Genus of flowering plants

Soyauxia is a genus of flowering plants in the family Peridiscaceae. They are small trees or erect shrubs from wet forests of tropical West Africa. Eight specific names have been published in Soyauxia. Additional species have been discovered, but their names and descriptions will not be published until 2009 or 2010. The type species for the genus is Soyauxia gabonensis.

Soyauxia was long considered an anomaly and it has been variously classified by different authors, usually in Passifloraceae or in the defunct plant family Flacourtiaceae. The first molecular phylogenetic study to include Soyauxia placed it in Peridiscaceae. Its position within that family was determined in 2009.

==Species==
Soyauxia contains the following species (but this list may be incomplete or contain synonyms.):
- Soyauxia bipindensis, Gilg ex Baker f.
- Soyauxia floribunda, Hutchinson
- Soyauxia gabonensis, Oliv.
- Soyauxia glabrescens, Engler
- Soyauxia grandifolia, Gilg & Stapf
- Soyauxia ledermanii, Sleumer
- Soyauxia talbotii, Baker f.
- Soyauxia velutina, Hutchinson & Dalziel

==History==
The genus Soyauxia was named by Daniel Oliver in 1880, in a book whose final edition was entitled Hooker's Icones Plantarum. It was named for the German botanist and plant collector Hermann Soyaux.
Upon naming it, Oliver wrote

Mons. Soyaux, now settled in the Gaboon, well deserves that his name should be associated with one of his interesting discoveries in that region. If he can supply fruiting specimens to his Berlin correspondents, who most liberally allow us to share his collections, it would enable us to complete the description of Soyauxia.
— Daniel Oliver

Oliver placed the new genus in Passifloraceae and described one species, Soyauxia gabonensis.

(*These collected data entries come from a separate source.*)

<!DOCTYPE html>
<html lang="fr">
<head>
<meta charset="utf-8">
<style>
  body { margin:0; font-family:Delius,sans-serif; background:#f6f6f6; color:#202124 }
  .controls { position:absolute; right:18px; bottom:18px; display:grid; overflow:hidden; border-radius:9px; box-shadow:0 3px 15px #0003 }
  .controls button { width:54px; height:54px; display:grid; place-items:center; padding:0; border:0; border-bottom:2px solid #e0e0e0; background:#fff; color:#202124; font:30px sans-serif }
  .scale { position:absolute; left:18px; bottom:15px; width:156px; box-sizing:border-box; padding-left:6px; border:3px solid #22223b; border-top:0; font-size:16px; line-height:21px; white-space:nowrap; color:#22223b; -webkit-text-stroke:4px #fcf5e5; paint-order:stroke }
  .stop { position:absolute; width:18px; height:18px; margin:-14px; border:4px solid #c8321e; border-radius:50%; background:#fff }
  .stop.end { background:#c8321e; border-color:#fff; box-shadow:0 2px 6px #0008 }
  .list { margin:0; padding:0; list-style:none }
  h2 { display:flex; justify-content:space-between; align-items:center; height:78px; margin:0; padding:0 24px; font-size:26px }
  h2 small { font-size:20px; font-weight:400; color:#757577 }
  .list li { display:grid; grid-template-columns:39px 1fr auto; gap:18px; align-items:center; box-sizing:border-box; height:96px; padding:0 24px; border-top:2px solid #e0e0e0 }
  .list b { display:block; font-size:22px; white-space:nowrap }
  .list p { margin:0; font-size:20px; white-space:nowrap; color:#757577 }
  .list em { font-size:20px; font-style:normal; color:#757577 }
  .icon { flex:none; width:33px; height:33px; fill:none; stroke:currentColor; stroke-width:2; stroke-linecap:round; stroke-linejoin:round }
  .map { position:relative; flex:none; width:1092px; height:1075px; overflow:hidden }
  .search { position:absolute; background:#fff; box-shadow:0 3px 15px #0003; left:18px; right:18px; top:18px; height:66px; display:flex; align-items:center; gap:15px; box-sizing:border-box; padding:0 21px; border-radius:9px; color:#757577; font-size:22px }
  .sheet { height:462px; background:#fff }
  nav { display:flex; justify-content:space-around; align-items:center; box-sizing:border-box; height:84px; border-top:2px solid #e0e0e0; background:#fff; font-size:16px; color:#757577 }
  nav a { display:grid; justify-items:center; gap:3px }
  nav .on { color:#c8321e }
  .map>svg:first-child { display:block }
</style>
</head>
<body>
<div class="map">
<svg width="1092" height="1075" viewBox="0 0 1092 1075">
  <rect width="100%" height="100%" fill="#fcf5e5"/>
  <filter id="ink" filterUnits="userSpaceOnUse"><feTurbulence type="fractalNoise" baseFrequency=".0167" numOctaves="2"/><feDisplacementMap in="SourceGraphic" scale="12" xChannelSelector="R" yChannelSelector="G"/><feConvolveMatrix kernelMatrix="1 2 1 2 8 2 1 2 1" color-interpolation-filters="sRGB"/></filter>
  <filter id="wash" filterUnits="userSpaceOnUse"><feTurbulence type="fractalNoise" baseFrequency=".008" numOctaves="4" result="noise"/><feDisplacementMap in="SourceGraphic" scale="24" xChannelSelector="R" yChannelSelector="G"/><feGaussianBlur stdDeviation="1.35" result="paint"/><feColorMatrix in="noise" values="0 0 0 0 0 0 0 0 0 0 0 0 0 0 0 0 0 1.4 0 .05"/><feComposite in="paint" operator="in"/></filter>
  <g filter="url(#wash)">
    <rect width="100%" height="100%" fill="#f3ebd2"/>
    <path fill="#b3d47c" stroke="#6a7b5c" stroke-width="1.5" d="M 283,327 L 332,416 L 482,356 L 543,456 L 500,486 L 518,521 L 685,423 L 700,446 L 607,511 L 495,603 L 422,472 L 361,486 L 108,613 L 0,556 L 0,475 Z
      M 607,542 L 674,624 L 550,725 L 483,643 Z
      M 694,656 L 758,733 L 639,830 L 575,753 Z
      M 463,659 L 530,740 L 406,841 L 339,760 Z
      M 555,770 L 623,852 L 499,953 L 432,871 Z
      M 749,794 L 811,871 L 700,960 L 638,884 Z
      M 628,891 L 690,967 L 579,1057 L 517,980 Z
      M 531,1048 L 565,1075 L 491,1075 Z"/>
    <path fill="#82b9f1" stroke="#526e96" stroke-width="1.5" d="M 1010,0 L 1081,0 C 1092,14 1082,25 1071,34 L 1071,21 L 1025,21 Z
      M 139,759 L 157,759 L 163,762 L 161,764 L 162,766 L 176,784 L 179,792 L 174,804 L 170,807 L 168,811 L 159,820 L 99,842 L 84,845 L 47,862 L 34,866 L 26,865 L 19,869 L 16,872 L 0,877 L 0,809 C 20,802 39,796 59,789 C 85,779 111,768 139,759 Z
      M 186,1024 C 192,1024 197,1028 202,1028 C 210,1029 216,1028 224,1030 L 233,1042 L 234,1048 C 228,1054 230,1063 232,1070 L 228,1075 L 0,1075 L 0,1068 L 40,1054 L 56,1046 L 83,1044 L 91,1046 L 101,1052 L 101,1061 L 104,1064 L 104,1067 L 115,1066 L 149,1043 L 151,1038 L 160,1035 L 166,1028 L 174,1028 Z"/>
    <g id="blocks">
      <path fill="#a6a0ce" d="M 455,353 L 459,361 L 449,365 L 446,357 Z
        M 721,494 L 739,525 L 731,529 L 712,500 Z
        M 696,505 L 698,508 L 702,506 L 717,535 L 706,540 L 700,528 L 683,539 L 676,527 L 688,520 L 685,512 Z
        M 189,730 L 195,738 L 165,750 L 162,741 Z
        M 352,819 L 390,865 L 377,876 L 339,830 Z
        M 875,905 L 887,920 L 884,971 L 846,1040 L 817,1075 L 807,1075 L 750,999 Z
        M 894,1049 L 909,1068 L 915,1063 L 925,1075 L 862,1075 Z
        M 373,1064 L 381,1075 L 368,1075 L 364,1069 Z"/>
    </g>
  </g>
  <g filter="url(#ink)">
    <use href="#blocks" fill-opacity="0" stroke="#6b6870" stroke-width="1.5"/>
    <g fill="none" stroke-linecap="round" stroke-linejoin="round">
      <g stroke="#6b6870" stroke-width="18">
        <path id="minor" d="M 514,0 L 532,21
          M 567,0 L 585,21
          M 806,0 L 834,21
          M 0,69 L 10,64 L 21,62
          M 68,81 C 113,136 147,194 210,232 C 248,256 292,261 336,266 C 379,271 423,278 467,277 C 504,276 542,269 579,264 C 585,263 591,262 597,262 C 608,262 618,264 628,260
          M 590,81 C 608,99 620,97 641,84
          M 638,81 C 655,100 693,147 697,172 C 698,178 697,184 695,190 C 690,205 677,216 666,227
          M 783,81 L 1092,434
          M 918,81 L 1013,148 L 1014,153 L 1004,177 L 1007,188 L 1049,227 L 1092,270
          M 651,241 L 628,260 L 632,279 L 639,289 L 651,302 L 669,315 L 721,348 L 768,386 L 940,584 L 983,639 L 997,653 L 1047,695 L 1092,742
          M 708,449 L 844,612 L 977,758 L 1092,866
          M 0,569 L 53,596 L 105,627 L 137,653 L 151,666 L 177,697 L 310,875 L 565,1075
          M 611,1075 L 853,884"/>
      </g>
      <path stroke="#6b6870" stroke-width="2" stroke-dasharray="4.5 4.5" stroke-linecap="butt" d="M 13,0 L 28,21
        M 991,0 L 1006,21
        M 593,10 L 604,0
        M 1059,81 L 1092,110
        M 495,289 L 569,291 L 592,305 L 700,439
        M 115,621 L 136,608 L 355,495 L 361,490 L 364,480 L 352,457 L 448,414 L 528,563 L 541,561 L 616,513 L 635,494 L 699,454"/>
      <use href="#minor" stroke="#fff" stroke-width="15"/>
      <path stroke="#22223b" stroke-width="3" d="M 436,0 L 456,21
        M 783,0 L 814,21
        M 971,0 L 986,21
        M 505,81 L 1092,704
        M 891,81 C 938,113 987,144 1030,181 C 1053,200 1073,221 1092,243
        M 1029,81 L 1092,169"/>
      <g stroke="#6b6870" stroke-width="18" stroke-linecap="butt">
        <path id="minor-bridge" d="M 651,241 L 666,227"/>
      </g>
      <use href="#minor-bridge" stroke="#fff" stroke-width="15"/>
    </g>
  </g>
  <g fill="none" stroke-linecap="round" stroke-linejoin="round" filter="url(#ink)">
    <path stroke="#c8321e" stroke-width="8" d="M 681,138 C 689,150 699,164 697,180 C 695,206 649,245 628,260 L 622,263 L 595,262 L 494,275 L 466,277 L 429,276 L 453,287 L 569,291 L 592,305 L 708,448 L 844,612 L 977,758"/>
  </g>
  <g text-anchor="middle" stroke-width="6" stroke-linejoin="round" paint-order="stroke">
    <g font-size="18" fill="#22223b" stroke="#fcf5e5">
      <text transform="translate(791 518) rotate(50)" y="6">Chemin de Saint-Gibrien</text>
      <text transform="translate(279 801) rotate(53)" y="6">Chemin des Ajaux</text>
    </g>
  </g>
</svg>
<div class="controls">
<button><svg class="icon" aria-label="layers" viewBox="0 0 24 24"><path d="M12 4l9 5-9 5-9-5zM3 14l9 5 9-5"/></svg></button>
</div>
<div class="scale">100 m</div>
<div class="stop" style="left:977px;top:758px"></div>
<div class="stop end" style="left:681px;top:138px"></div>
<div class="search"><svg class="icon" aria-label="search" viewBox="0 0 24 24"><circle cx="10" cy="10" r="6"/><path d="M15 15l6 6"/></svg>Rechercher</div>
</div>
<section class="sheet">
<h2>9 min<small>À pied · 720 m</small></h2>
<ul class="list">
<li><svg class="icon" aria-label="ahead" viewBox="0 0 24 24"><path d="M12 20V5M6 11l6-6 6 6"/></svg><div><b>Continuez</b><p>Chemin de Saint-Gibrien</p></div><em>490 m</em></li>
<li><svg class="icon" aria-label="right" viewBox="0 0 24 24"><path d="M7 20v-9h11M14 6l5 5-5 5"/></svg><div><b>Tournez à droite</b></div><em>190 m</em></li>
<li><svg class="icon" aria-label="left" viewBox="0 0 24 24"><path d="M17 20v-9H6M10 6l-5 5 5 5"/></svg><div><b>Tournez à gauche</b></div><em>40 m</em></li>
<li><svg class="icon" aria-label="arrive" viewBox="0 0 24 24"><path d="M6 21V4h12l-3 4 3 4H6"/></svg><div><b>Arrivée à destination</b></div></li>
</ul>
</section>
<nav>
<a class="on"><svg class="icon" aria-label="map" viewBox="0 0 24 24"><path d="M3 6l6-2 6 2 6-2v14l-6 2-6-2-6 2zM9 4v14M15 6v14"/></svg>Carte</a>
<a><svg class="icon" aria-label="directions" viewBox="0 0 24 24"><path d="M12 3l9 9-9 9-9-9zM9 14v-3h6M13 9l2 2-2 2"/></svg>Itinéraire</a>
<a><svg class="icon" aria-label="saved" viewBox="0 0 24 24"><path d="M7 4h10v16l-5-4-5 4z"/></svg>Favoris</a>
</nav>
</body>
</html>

In 1953, John Brenan put Soyauxia in Medusandraceae, a family that he had established the year before. Brenan's classification was not generally followed by others, and John Hutchinson wrote a detailed account of why he thought that Soyauxia and Medusandra were not closely related.

In 2007, in the first comparison of DNA sequences to include Soyauxia, it was shown that Soyauxia is sister to a clade of two South American trees, Peridiscus and Whittonia. The authors recommended that Soyauxia be moved to Peridiscaceae. The position of Soyauxia within Peridiscaceae was clarified in 2009, with the inclusion of Medusandra in a phylogenetic study. In that study, it was shown that Brenan's concept of Medusandraceae is paraphyletic over Peridiscaceae sensu stricto, but that Brenan had been prescient in his perception of a relationship between Medusandra and Soyauxia. The authors recommended that Medusandra as well as Soyauxia be transferred to Peridiscaceae.